Island of the Mad is the second book in the Mary Russell/Sherlock Holmes series by Laurie R. King that I'm reviewing on this blog. The first was Dreaming Spies whose review can be found here. In Island of the Mad, Mary Russell and Sherlock Holmes conduct their investigations in Venice which is under the rule of Mussolini. I received a digital ARC from the publisher via Net Galley and this is my honest review.
The cover of this novel is lovely. Some readers have mistaken the elegant woman on the cover for Mary Russell herself, but I've been reliably informed that the author denies that this is an image of her heroine.
For Mary Russell, this is a missing person case that begins in England. She is searching for a college friend's aunt who had been consigned to Bedlam. Holmes accompanies Russell, but he is on a mission for his brother, Mycroft. Holmes' investigation brings an espionage element into the book. The involvement of American musician Cole Porter adds extra interest.

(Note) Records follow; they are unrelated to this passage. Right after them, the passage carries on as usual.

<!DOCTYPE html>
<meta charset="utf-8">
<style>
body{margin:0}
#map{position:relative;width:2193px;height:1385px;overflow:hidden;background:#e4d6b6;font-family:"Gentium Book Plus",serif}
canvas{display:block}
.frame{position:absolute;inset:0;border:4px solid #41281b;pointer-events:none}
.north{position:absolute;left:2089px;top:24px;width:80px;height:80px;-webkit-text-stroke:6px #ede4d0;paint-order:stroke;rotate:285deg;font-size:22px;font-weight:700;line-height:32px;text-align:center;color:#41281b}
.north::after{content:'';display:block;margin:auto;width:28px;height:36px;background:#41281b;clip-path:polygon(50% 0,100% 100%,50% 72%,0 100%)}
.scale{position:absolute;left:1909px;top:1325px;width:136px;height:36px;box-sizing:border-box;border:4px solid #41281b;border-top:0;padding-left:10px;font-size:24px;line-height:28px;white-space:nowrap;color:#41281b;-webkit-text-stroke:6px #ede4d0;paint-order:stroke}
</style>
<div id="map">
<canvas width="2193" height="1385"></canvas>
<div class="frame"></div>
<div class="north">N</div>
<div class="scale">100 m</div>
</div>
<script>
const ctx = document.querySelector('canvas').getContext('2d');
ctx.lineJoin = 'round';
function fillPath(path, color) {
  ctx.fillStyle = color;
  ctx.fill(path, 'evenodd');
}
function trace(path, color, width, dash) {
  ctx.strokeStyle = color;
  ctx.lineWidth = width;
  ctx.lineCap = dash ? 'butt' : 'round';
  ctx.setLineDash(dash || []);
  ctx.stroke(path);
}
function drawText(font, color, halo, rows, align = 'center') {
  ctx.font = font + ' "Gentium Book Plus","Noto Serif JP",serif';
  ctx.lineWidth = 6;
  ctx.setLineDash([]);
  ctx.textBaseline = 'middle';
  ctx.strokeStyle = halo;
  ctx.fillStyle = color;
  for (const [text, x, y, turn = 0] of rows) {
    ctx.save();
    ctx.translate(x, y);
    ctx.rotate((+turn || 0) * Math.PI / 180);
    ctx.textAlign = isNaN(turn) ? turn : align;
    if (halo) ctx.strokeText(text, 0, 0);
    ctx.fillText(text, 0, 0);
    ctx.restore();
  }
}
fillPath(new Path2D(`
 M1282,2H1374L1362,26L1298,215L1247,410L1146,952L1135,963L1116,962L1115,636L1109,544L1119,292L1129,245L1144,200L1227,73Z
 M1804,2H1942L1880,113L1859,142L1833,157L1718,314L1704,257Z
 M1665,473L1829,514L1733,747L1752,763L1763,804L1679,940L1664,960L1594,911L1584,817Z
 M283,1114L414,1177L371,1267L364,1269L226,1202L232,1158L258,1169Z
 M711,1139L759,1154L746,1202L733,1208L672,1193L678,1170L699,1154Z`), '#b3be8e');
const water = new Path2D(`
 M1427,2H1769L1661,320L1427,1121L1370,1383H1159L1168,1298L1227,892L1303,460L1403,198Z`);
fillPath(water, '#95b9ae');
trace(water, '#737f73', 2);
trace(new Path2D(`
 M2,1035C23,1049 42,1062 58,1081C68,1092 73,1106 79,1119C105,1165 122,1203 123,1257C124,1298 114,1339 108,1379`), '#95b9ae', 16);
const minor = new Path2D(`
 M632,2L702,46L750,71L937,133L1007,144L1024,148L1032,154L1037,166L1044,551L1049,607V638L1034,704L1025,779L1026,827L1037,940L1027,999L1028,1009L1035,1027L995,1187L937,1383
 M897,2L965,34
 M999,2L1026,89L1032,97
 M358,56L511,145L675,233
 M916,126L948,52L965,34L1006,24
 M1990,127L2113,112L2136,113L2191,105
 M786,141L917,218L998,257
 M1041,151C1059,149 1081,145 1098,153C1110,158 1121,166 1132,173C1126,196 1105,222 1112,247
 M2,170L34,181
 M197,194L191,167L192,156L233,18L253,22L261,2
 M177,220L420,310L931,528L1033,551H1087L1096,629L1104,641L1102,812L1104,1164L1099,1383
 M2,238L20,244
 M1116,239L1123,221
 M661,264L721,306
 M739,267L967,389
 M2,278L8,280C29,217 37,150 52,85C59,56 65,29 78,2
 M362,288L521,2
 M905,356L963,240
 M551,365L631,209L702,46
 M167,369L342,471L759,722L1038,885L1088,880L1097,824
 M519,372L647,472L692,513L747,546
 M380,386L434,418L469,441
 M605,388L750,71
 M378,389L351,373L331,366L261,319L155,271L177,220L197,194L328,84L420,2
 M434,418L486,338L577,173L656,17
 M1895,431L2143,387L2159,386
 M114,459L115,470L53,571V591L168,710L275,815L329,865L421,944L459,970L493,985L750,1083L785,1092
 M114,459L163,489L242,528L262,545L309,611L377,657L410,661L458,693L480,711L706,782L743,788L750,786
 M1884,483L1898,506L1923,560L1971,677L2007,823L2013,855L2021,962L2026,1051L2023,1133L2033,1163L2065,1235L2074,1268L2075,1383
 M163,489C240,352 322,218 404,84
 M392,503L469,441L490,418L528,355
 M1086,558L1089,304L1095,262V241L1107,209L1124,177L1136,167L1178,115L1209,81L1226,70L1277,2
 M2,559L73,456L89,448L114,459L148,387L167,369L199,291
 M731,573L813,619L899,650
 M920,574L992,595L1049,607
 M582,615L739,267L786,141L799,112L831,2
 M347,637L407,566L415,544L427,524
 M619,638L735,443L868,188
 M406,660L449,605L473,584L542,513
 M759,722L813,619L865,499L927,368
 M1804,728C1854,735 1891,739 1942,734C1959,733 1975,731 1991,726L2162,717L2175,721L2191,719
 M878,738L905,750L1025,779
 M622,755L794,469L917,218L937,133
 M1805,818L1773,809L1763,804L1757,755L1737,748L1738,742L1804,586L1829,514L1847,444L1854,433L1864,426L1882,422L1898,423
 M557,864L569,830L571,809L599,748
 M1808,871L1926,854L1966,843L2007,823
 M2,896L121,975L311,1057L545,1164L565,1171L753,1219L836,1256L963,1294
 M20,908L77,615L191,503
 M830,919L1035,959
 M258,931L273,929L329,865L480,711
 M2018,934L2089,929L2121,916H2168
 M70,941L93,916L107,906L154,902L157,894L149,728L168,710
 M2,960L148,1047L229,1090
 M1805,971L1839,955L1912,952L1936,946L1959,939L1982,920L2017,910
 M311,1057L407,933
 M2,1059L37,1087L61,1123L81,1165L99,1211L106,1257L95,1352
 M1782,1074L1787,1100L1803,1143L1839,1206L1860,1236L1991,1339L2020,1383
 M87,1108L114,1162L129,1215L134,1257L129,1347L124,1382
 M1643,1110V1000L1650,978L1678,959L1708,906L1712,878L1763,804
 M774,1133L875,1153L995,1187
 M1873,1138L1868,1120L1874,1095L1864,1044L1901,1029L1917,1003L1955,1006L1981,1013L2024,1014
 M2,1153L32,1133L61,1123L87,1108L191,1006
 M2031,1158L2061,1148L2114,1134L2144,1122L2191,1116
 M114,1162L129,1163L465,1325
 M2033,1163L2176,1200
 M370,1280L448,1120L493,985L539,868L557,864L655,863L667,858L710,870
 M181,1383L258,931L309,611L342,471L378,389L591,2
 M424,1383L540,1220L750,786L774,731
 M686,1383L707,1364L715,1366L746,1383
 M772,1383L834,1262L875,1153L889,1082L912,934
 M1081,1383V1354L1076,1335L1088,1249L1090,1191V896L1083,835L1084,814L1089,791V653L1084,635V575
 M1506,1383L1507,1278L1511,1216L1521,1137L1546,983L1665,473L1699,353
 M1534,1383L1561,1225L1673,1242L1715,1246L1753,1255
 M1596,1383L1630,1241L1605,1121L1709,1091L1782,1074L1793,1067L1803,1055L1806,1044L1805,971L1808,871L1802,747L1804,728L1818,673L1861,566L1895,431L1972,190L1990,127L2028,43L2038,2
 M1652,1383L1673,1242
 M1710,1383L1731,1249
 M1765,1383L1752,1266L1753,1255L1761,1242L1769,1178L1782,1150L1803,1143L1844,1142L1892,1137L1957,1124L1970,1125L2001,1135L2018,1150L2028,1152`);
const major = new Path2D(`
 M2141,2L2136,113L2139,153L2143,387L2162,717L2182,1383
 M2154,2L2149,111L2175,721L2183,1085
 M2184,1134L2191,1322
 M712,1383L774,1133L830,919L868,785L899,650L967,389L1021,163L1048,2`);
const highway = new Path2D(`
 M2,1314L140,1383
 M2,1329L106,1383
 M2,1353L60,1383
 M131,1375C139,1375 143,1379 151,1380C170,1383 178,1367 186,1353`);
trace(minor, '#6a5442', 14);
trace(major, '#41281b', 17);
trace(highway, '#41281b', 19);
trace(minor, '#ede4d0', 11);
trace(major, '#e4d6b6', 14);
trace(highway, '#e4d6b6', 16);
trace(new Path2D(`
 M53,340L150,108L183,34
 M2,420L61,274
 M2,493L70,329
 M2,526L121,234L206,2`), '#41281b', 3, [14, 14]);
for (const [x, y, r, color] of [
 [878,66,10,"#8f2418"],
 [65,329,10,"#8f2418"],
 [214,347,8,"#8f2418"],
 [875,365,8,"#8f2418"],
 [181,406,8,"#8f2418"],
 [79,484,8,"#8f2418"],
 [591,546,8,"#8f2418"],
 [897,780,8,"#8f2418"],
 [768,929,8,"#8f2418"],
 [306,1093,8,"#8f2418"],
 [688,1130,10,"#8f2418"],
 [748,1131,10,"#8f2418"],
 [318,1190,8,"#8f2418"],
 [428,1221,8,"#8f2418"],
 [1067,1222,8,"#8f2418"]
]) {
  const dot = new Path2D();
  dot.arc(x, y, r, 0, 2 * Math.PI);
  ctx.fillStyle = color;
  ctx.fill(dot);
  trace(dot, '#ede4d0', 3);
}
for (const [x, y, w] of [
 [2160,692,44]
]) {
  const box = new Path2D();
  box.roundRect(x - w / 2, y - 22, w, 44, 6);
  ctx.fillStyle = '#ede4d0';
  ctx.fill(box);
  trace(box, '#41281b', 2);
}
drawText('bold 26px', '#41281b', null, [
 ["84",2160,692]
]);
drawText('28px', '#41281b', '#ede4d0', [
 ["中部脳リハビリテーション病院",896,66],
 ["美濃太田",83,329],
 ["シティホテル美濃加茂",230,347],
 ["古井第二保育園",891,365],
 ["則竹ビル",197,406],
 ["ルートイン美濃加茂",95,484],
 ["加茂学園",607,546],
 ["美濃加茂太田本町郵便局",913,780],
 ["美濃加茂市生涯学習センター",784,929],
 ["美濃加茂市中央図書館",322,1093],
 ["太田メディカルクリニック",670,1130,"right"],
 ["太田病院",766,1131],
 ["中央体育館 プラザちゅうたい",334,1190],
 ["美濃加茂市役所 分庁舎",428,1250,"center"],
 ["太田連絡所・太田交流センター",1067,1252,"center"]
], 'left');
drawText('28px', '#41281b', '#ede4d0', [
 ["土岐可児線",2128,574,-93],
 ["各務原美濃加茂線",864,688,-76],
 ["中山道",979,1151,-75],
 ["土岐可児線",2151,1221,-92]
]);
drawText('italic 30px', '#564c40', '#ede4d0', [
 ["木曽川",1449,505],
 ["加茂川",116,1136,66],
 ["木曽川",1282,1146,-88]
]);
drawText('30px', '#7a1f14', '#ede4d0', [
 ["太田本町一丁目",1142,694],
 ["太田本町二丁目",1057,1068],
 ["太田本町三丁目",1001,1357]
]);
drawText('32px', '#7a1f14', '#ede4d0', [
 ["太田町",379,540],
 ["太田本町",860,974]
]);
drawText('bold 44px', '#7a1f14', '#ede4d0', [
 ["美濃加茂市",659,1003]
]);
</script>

Yet it was the disappeared Aunt Vivian who really held my attention. She is an independent minded woman. Desiring independence was still considered enough of a sin against convention that she might well be committed to an institution for that alone, but there are secrets motivating the missing woman that Mary Russell will uncover as part of the process of finding her. Aunt Vivian's sketches provide clues. I thought it was fascinating that Vivian used her sketchbook as a sort of diary.
Although there is a slow section, the dramatic resolution of Island of the Mad more than makes up for it. There are some feminist themes and the fascist environment provides relevant political commentary for our contemporary times. I think that Island of the Mad should be considered one of the best books in Laurie R. King's Russell/Holmes series.